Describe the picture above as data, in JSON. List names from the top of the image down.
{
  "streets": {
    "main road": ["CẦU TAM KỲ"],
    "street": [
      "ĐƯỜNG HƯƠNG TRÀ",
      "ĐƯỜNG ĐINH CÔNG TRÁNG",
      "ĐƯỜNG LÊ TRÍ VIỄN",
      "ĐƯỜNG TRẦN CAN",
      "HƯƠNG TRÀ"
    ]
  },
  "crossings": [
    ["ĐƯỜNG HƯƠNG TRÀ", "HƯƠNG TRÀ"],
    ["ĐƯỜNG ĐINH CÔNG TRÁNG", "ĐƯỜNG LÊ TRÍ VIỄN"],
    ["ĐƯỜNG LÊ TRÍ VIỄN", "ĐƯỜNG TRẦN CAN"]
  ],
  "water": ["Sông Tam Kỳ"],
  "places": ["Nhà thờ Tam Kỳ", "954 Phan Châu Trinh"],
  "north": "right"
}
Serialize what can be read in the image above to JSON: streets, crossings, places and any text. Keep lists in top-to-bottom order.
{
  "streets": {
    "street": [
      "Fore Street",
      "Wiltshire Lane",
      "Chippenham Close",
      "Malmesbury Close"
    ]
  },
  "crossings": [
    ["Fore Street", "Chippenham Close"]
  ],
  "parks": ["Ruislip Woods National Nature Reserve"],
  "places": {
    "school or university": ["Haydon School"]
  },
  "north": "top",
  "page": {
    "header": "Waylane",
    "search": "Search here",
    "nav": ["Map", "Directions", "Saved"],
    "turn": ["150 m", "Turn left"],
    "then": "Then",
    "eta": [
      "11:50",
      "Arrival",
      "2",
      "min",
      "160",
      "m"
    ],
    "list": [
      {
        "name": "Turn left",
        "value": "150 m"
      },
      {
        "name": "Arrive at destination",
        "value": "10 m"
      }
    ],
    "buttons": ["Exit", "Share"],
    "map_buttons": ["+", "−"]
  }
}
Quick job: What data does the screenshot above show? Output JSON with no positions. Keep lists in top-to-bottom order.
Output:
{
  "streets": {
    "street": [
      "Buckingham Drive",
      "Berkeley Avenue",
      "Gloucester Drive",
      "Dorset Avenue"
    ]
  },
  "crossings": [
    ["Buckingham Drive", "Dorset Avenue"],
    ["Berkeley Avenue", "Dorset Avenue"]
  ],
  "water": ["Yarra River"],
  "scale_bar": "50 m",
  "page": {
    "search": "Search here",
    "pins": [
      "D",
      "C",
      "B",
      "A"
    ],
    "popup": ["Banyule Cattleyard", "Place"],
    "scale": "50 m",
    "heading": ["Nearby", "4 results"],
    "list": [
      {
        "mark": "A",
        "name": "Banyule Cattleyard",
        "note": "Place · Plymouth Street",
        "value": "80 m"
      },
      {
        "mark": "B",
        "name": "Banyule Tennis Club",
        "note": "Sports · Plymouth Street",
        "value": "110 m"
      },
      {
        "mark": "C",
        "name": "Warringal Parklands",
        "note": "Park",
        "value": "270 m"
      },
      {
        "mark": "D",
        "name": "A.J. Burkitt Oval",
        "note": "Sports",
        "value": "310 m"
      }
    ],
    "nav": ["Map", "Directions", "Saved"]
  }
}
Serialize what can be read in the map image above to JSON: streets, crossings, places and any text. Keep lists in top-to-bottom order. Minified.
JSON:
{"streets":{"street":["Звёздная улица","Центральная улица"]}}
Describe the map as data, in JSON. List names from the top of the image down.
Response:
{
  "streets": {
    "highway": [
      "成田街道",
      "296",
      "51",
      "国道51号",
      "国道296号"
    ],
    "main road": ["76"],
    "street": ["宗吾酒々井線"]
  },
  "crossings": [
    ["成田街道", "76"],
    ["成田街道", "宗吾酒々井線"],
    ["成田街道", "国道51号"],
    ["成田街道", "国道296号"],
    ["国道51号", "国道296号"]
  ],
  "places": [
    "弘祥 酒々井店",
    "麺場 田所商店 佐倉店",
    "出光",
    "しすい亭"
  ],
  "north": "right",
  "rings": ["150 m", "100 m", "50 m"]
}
--------------------------------------------------
> WORK TASK: So that the data stays intact, repeat all of it exactly.

> SOLUTION:
Describe the picture above as data, in JSON. List names from the top of the image down.
{
  "streets": {
    "main road": ["CẦU TAM KỲ"],
    "street": [
      "ĐƯỜNG HƯƠNG TRÀ",
      "ĐƯỜNG ĐINH CÔNG TRÁNG",
      "ĐƯỜNG LÊ TRÍ VIỄN",
      "ĐƯỜNG TRẦN CAN",
      "HƯƠNG TRÀ"
    ]
  },
  "crossings": [
    ["ĐƯỜNG HƯƠNG TRÀ", "HƯƠNG TRÀ"],
    ["ĐƯỜNG ĐINH CÔNG TRÁNG", "ĐƯỜNG LÊ TRÍ VIỄN"],
    ["ĐƯỜNG LÊ TRÍ VIỄN", "ĐƯỜNG TRẦN CAN"]
  ],
  "water": ["Sông Tam Kỳ"],
  "places": ["Nhà thờ Tam Kỳ", "954 Phan Châu Trinh"],
  "north": "right"
}
Serialize what can be read in the image above to JSON: streets, crossings, places and any text. Keep lists in top-to-bottom order.
{
  "streets": {
    "street": [
      "Fore Street",
      "Wiltshire Lane",
      "Chippenham Close",
      "Malmesbury Close"
    ]
  },
  "crossings": [
    ["Fore Street", "Chippenham Close"]
  ],
  "parks": ["Ruislip Woods National Nature Reserve"],
  "places": {
    "school or university": ["Haydon School"]
  },
  "north": "top",
  "page": {
    "header": "Waylane",
    "search": "Search here",
    "nav": ["Map", "Directions", "Saved"],
    "turn": ["150 m", "Turn left"],
    "then": "Then",
    "eta": [
      "11:50",
      "Arrival",
      "2",
      "min",
      "160",
      "m"
    ],
    "list": [
      {
        "name": "Turn left",
        "value": "150 m"
      },
      {
        "name": "Arrive at destination",
        "value": "10 m"
      }
    ],
    "buttons": ["Exit", "Share"],
    "map_buttons": ["+", "−"]
  }
}
Quick job: What data does the screenshot above show? Output JSON with no positions. Keep lists in top-to-bottom order.
Output:
{
  "streets": {
    "street": [
      "Buckingham Drive",
      "Berkeley Avenue",
      "Gloucester Drive",
      "Dorset Avenue"
    ]
  },
  "crossings": [
    ["Buckingham Drive", "Dorset Avenue"],
    ["Berkeley Avenue", "Dorset Avenue"]
  ],
  "water": ["Yarra River"],
  "scale_bar": "50 m",
  "page": {
    "search": "Search here",
    "pins": [
      "D",
      "C",
      "B",
      "A"
    ],
    "popup": ["Banyule Cattleyard", "Place"],
    "scale": "50 m",
    "heading": ["Nearby", "4 results"],
    "list": [
      {
        "mark": "A",
        "name": "Banyule Cattleyard",
        "note": "Place · Plymouth Street",
        "value": "80 m"
      },
      {
        "mark": "B",
        "name": "Banyule Tennis Club",
        "note": "Sports · Plymouth Street",
        "value": "110 m"
      },
      {
        "mark": "C",
        "name": "Warringal Parklands",
        "note": "Park",
        "value": "270 m"
      },
      {
        "mark": "D",
        "name": "A.J. Burkitt Oval",
        "note": "Sports",
        "value": "310 m"
      }
    ],
    "nav": ["Map", "Directions", "Saved"]
  }
}
Serialize what can be read in the map image above to JSON: streets, crossings, places and any text. Keep lists in top-to-bottom order. Minified.
JSON:
{"streets":{"street":["Звёздная улица","Центральная улица"]}}
Describe the map as data, in JSON. List names from the top of the image down.
Response:
{
  "streets": {
    "highway": [
      "成田街道",
      "296",
      "51",
      "国道51号",
      "国道296号"
    ],
    "main road": ["76"],
    "street": ["宗吾酒々井線"]
  },
  "crossings": [
    ["成田街道", "76"],
    ["成田街道", "宗吾酒々井線"],
    ["成田街道", "国道51号"],
    ["成田街道", "国道296号"],
    ["国道51号", "国道296号"]
  ],
  "places": [
    "弘祥 酒々井店",
    "麺場 田所商店 佐倉店",
    "出光",
    "しすい亭"
  ],
  "north": "right",
  "rings": ["150 m", "100 m", "50 m"]
}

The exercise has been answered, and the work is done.